Work request: The answer is a number and nothing else: the count of lines in these entries containing the word "roads".

Given records:
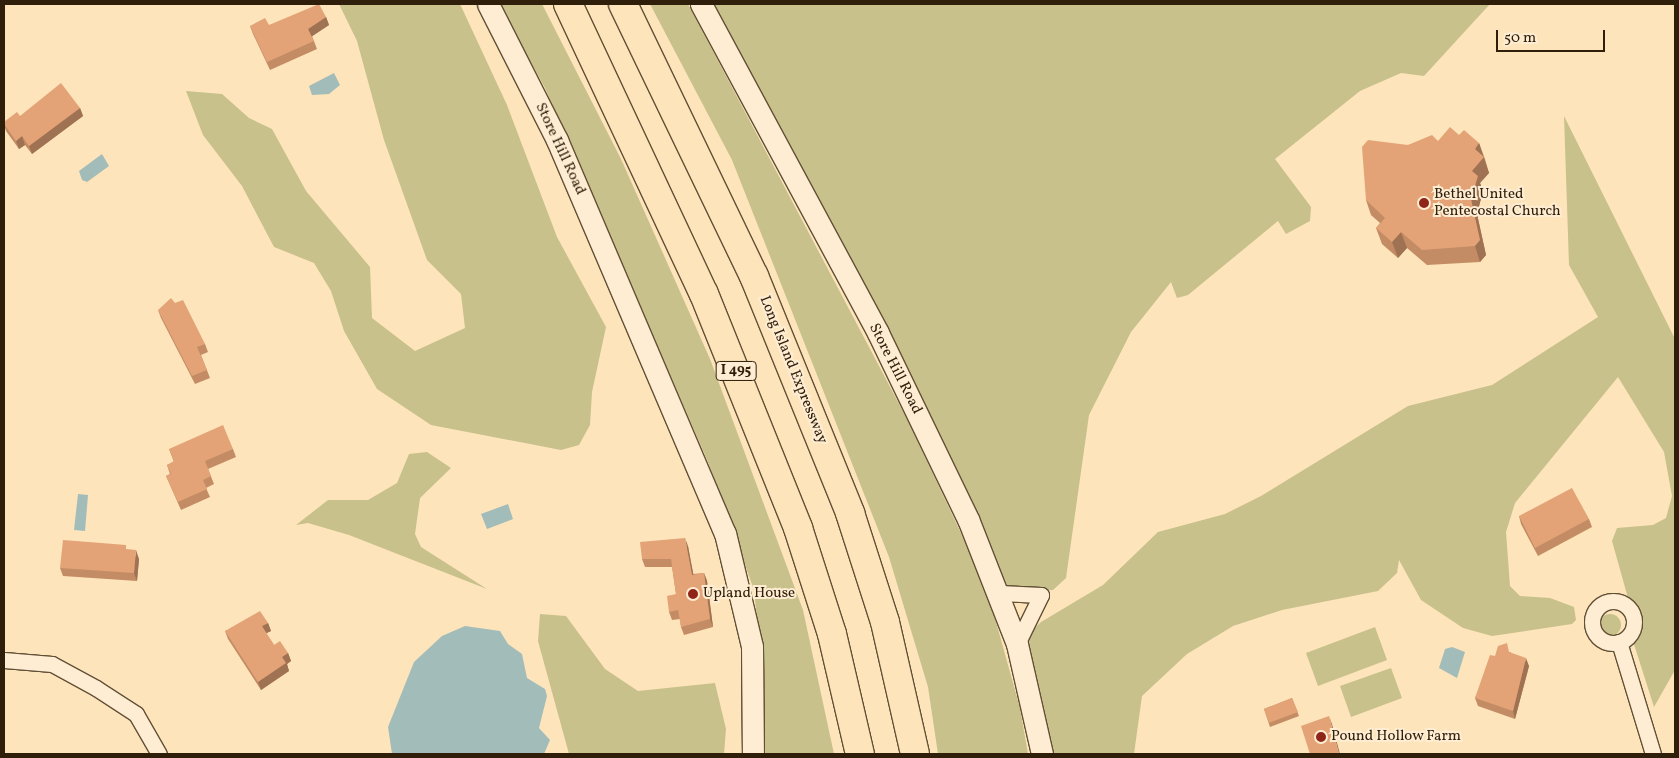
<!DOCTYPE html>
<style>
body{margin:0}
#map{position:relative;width:1679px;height:758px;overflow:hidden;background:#fde4bb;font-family:Vollkorn,serif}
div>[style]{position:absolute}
.green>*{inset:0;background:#c8c18b}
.round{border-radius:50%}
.water>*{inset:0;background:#a2bcb9}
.roads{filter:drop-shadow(1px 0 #625036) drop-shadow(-1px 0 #625036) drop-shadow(0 1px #625036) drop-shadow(0 -1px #625036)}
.minor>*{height:15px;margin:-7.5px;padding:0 7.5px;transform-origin:7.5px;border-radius:7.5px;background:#feedd3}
.minor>.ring{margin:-7.5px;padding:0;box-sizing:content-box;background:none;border:15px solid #feedd3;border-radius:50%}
.secondary>*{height:21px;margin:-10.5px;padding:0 10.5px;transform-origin:10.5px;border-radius:10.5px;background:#feedd3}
.motorway>*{height:28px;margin:-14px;padding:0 14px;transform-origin:14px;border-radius:14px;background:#fde4bb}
.wall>*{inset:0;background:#c38c65}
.shaded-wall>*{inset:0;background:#9f7253}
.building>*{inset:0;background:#e3a376}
.dots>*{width:14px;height:14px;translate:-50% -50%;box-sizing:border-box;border:2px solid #feedd3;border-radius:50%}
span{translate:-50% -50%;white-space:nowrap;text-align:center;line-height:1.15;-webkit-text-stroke:4px #feedd3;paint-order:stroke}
.shield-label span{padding:1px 4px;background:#feedd3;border:1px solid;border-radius:4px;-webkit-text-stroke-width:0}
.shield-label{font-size:14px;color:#2f1e09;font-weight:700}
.street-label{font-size:15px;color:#2f1e09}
.poi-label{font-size:15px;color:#2f1e09}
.left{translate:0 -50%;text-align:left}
.frame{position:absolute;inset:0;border:5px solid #2f1e09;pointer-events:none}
.scale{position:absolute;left:1496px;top:30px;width:109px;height:22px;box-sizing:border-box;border:2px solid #2f1e09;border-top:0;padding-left:6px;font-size:15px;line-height:18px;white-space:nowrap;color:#2f1e09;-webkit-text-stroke:4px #feedd3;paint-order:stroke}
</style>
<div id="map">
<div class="green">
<div style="clip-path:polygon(339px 4px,460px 4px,507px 105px,557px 237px,606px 327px,592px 392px,590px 425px,579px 445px,561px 450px,431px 425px,377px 389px,344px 331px,331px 291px,314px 263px,274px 247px,242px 186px,203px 135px,186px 91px,222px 94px,249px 118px,272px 129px,306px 191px,370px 267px,372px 318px,415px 351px,465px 328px,461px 294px,427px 260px,384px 140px,357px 41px)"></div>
<div style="clip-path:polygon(499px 4px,542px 4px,621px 159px,710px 359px,803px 610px,834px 754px,760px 754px,765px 694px,754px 590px,708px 462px,545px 88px)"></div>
<div style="clip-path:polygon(650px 4px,688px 4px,907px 419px,986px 586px,1020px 708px,1028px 754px,938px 754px,928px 687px,889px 557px,732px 160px)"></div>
<div style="clip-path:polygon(701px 4px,1490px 4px,1424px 76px,1401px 73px,1360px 91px,1275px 159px,1311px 207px,1310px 221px,1286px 234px,1278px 221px,1188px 295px,1177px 298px,1171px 282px,1131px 332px,1089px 415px,1066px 578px,1053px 590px,1000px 593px)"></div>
<div style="clip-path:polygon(1564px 116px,1675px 339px,1675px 670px,1654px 707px,1632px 638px,1633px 616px,1612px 541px,1617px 528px,1653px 525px,1666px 518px,1672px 496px,1664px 452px,1618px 377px,1515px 503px,1506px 532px,1510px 586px,1520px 596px,1550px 598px,1574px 607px,1576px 620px,1572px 624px,1492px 636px,1463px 628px,1421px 600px,1399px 560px,1397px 573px,1378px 591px,1282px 610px,1233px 626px,1187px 654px,1142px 696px,1134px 754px,1042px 754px,1021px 641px,1041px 622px,1103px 585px,1158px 532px,1225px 514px,1261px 496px,1408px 406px,1492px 385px,1598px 317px,1569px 265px)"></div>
<div style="clip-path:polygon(427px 452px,451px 468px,420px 498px,415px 534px,421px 547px,487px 589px,349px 535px,308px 523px,296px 525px,328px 500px,368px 500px,397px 483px,409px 454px)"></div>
<div style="clip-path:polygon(540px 614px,566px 616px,605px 669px,638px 691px,715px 683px,726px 729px,724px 754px,569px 754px,538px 641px)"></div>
<div class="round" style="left:1599px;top:614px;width:22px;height:22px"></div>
<div style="clip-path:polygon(1375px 627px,1387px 660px,1318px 686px,1306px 653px)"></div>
<div style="clip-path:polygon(1391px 668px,1402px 698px,1351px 717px,1340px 686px)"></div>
</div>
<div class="water">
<div style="clip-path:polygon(334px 73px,340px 85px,329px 94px,312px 95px,309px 86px)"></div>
<div style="clip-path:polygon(102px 154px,109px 166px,87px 182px,82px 180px,79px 171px)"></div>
<div style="clip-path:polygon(78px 494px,88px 495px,85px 531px,74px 530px)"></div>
<div style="clip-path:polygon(508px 504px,513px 519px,487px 529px,481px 514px)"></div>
<div style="clip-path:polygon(465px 626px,500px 631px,508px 644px,522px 654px,527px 678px,545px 689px,547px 696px,539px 728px,550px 740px,544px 754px,392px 754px,388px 727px,414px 662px,442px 636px)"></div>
<div style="clip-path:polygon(1452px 647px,1465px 652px,1457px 678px,1439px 668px,1445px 649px)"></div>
</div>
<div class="roads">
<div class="minor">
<div style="left:1000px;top:593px;width:41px;rotate:2.8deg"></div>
<div style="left:1041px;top:595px;width:55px;rotate:116.1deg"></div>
<div class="ring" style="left:1592px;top:601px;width:27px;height:27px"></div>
<div style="left:1619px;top:642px;width:117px;rotate:73.1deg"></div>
<div style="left:4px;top:660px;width:48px;rotate:4.8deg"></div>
<div style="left:52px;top:664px;width:50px;rotate:28.6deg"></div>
<div style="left:96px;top:688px;width:48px;rotate:33deg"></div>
<div style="left:136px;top:714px;width:46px;rotate:60.1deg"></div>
</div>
<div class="secondary">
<div style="left:488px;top:4px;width:153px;rotate:63.1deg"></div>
<div style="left:557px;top:140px;width:427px;rotate:66.9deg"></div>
<div style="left:725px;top:533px;width:116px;rotate:76.6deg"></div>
<div style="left:752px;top:646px;width:108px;rotate:89.5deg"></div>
<div style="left:701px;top:4px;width:374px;rotate:61.7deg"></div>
<div style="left:878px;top:333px;width:207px;rotate:64.2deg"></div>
<div style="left:968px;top:519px;width:134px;rotate:68.6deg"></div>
<div style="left:1017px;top:644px;width:113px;rotate:77.2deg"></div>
</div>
<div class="motorway">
<div style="left:568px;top:4px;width:320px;rotate:64.9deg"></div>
<div style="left:704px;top:294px;width:252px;rotate:68.1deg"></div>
<div style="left:798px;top:528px;width:111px;rotate:72.2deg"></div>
<div style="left:832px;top:634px;width:123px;rotate:76.9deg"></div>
<div style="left:623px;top:4px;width:302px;rotate:64.3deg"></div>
<div style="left:754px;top:276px;width:256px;rotate:67.9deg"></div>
<div style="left:850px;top:513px;width:114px;rotate:72.2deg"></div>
<div style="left:885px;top:622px;width:135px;rotate:77.2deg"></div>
</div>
</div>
<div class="wall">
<div style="clip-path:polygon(326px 17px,329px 25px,312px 36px,317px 49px,270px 70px,253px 34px,250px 26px,269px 25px)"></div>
<div style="clip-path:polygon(80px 108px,83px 116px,32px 154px,25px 145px,19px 149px,6px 131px,4px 125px,4px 122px,20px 116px)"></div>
<div style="clip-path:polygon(1438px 141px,1479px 143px,1485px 159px,1489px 173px,1480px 183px,1483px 191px,1477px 214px,1486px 255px,1480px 262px,1427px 265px,1407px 248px,1398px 258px,1382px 244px,1376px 228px,1380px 223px,1371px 215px,1366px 200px,1408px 145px)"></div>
<div style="clip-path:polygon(158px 310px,205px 344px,208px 352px,201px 355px,210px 378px,195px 384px,161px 318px)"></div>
<div style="clip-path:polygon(169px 449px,233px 449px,236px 457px,208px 469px,214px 484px,206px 488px,210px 497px,181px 510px,166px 476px,170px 474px,167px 465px,174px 462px)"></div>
<div style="clip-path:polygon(1519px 516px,1589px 519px,1592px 527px,1538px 556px,1521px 524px)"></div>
<div style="clip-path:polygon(688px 546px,693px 574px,704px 573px,707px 581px,713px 627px,684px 635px,681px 627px,680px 619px,672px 620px,669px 612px,676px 594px,672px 567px,645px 567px,642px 559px)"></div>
<div style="clip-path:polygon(128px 550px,139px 559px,137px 581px,63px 576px,60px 568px)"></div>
<div style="clip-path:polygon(268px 623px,271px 631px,266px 633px,274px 645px,288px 653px,291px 661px,287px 664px,289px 671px,261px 690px,228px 639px,225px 631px)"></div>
<div style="clip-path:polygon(1510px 652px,1529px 666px,1515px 719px,1478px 706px,1475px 698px,1495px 656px)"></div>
<div style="clip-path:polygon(1292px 698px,1299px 716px,1270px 727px,1264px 709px)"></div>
</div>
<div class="shaded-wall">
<div style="clip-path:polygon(326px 17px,329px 25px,311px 37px,308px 29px)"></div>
<div style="clip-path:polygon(80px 108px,83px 116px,32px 154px,29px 146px)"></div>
<div style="clip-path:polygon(22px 136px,25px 145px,19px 149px,16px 141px)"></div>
<div style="clip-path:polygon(1479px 143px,1489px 173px,1480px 183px,1483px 191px,1477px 214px,1486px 255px,1480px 262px,1475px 246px,1471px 199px,1472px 171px,1475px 149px)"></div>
<div style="clip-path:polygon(1401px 232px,1407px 248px,1398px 258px,1392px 242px)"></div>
<div style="clip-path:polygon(685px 538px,688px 546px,695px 583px,692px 575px)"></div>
<div style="clip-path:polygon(136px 550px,139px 559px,137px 581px,134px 573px)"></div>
<div style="clip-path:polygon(704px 573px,707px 581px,713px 627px,710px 619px)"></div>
<div style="clip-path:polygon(268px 623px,271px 631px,265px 634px,262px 626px)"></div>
<div style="clip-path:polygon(288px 653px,291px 661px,287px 664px,289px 671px,261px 690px,258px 682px,282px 657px)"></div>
<div style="clip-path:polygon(1526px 658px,1529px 666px,1515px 719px,1513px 711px)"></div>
<div style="clip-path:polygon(1329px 716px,1332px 724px,1340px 754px,1339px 754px)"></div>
</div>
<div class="building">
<div style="clip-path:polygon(319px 4px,326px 17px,308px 29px,314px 41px,267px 62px,250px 26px,265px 18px,269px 25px)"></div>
<div style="clip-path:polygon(61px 83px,80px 108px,29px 146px,22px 136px,16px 141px,4px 124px,4px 122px,17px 112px,20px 116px)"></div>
<div style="clip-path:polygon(1450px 127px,1459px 135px,1464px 130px,1479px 143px,1475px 149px,1484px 157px,1472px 171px,1478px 176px,1471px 199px,1480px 240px,1475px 246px,1422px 250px,1401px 232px,1392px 242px,1376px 228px,1385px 218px,1366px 200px,1362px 147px,1368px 140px,1408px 145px,1432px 135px,1438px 141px)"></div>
<div style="clip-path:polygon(171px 298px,175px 303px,183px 300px,205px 344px,197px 347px,207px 370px,192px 376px,158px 310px)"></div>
<div style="clip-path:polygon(223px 425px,233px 449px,205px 461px,211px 476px,203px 480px,207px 489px,178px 502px,166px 476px,171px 474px,167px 465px,174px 461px,169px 449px)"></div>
<div style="clip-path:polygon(1572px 488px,1589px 519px,1535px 548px,1519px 516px)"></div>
<div style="clip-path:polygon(685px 538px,692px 575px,704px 573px,710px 619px,681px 627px,678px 610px,669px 612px,667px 596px,676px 594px,671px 559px,642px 559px,640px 542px)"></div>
<div style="clip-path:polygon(63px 540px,126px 545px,126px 549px,136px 550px,134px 573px,60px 568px)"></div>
<div style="clip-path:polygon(260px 611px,268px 623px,262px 626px,274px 645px,280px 641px,288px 653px,282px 657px,286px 663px,258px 682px,225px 631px)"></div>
<div style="clip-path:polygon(1507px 643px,1509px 652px,1526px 658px,1513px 711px,1475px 698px,1490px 655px,1495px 656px,1498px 646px)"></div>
<div style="clip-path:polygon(1292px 698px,1298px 712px,1269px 723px,1264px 709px)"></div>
<div style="clip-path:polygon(1329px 716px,1339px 754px,1310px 754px,1301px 726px)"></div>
</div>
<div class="dots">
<div style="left:1424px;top:203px;background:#8f2418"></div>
<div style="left:693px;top:594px;background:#8f2418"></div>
<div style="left:1321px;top:737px;background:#8f2418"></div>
</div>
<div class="shield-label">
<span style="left:736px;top:371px">I 495</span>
</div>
<div class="street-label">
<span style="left:560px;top:149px;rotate:65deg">Store Hill Road</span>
<span style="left:895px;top:369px;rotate:63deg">Store Hill Road</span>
<span style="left:793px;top:370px;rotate:68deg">Long Island Expressway</span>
</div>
<div class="poi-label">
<span class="left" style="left:1434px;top:203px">Bethel United<br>Pentecostal Church</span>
<span class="left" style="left:703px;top:594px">Upland House</span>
<span class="left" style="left:1331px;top:737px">Pound Hollow Farm</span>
</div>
<div class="frame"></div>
<div class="scale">50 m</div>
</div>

Task solution: 2